My piano was brand new when I purchased it. I have been on tours to the factory where I saw their voicing process first hand and all the work they put into it. It can take a week to voice one piano. I have no idea why anyone would suggest voicing a piano on the first tuning because I think it would override the excellent voicing they did at the factory.

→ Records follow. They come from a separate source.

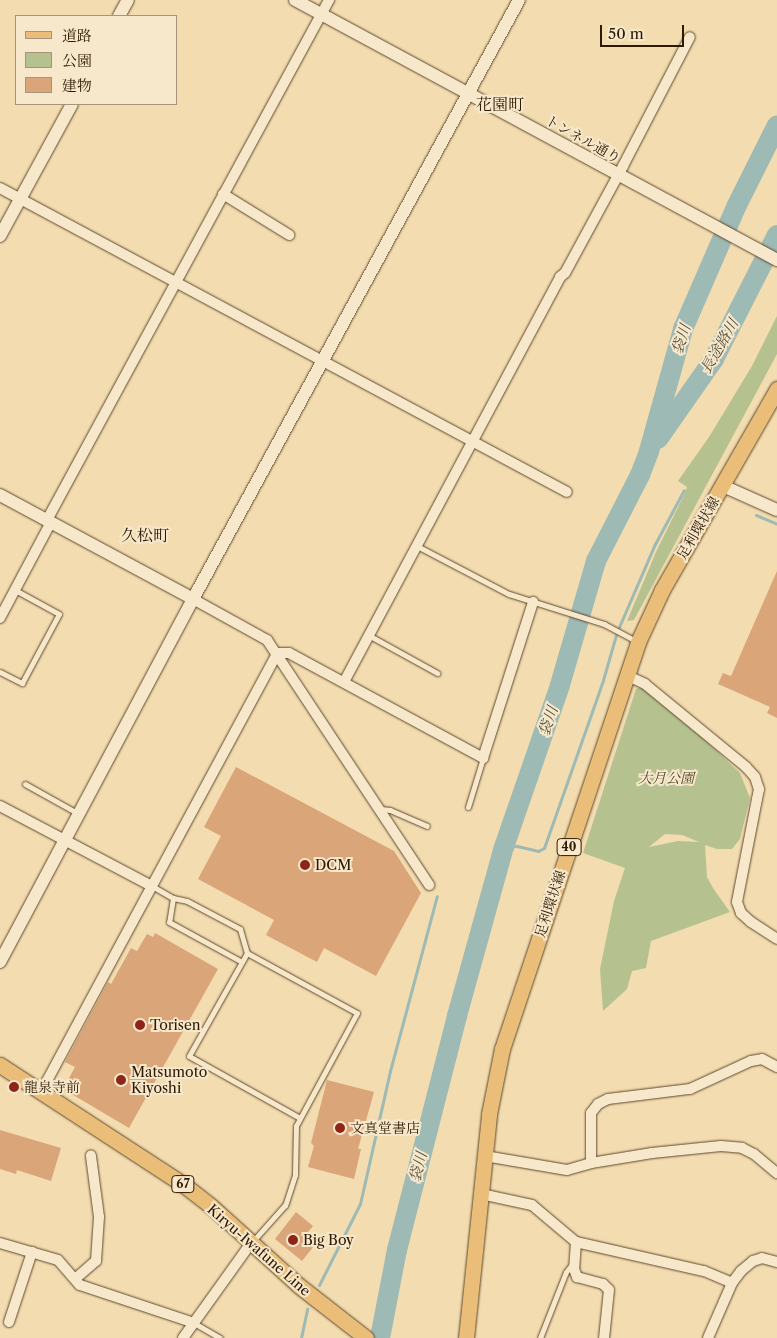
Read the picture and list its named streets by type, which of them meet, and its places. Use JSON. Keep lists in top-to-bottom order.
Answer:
{
  "streets": {
    "main road": [
      "足利環状線",
      "40",
      "67",
      "Kiryu-Iwafune Line"
    ],
    "street": ["トンネル通り"]
  },
  "districts": ["花園町", "久松町"],
  "water": ["袋川", "長途路川"],
  "parks": ["大月公園"],
  "places": [
    "DCM",
    "Torisen",
    "Matsumoto Kiyoshi",
    "龍泉寺前",
    "文真堂書店",
    "Big Boy"
  ],
  "legend": ["道路", "公園", "建物"],
  "scale_bar": "50 m"
}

Also the op said their piano was brand new and sounded like magic when they brought it home. JSilva, are you suggesting the voicing can go bad in a few weeks? I've never heard of that.

Thank you / Steve


Yes, voicing is like tuning or regulating -- both of which change over time and may not be done to the highest level at the factory. In my experience, new pianos are commonly neither regulated nor voiced to their optimum capability.
Reasons that a new piano may need voicing shortly after delivery include:

* piano received a "generic" voicing in the factory resulting in generally acceptable sound but not meeting a particular individual's preferences
* voicing continues to change with usage. If the factory didn't have an extensive "pounding in" facility, the first 30 hours or so of usage can result in dramatic changes to voicing.
*If the factory made liberal use of stiffeners in a "voicing up" approach, the material can continue to harden for months and longer with the result that a formerly middle-of the road or mellow voicing can become quite harsh and bright.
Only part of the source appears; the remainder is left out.